Two beautiful people struggle to maintain their marriage despite lures of infidelity in Last Night, the type of project in which movie stars indulge their oh-so-serious side via facile stripped-down character drama. Massy Tadjedin’s film is a familiar bifurcated tale of temptation, charting freelance fashion journalist and aspiring novelist Joanna (Keira Knightley) and commercial real-estate developer Michael (Sam Worthington) as they spend a night apart, he in Philadelphia on business and she at home in New York. After the prior evening’s argument instigated by Joanna’s suspicions that Michael has had an affair with a fetching colleague, Laura (Eva Mendes), whom Joanna spies flirting with him at a work party, Joanna finds herself mulling an extramarital dalliance once she runs into a former fling, Alex (Guillaume Canet), whose advances are about as subtle as a brick wall. Joanna’s ensuing hypocritical behavior going out on the town with Alex, first at dinner with his candid publisher, Truman (Griffin Dunne), and then alone on a rooftop, are ostensibly intended to reveal how her suspicions about Michael were a manifestation of her own latent desires (and related guilt). However, that doesn’t change the fact that she comes off as two-faced, a situation that’s also true of Michael, who wholly refutes his denials about cheating by having drinks, and then taking an underwear-only nighttime swim, with Laura.

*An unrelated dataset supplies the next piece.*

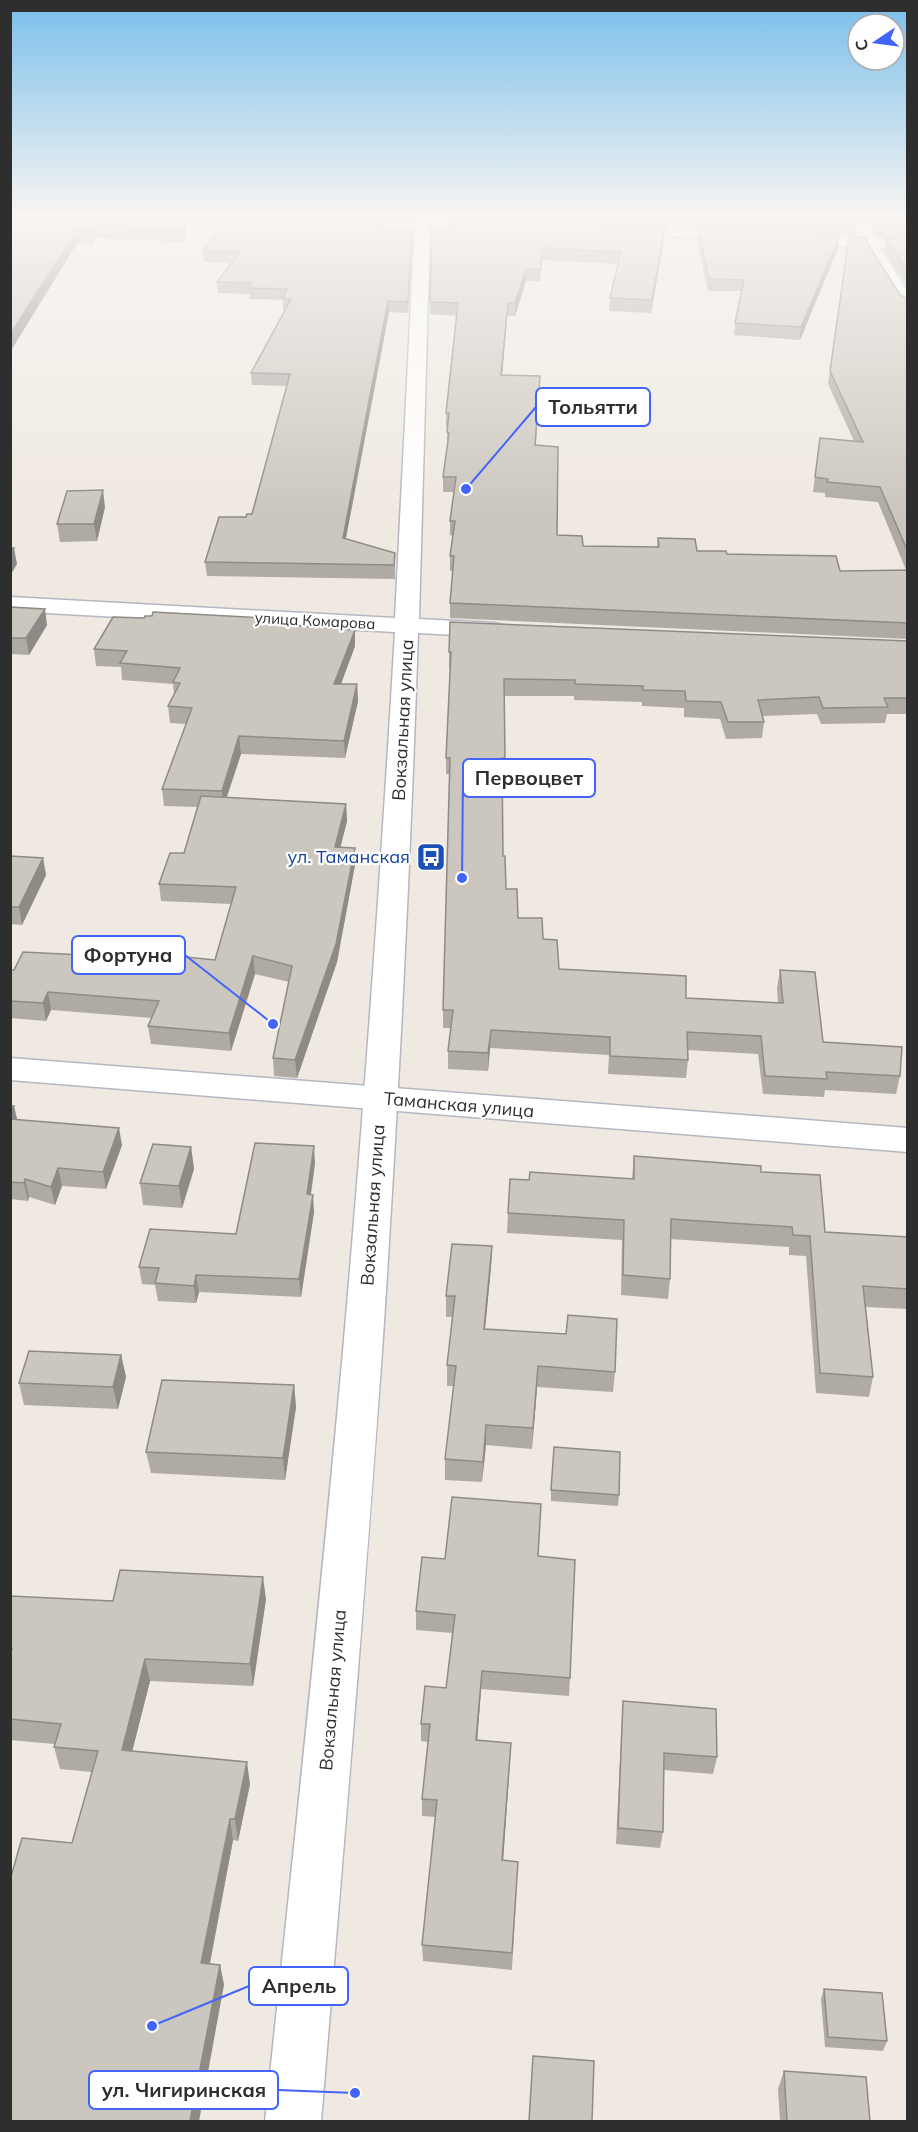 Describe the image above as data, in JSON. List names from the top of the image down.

Writer-director Tadjedin smoothly dances back and forth between her characters during the opening party scene, capturing a sense of shifting relationships through graceful framing. Yet like the incessantly elegant piano that plays throughout this sequence, the subsequent action is a tedious exercise. Last Night’s dramatic tension is supposed to spring from the question of whether either, or both, of its protagonists plan on following through with their unfaithful impulses.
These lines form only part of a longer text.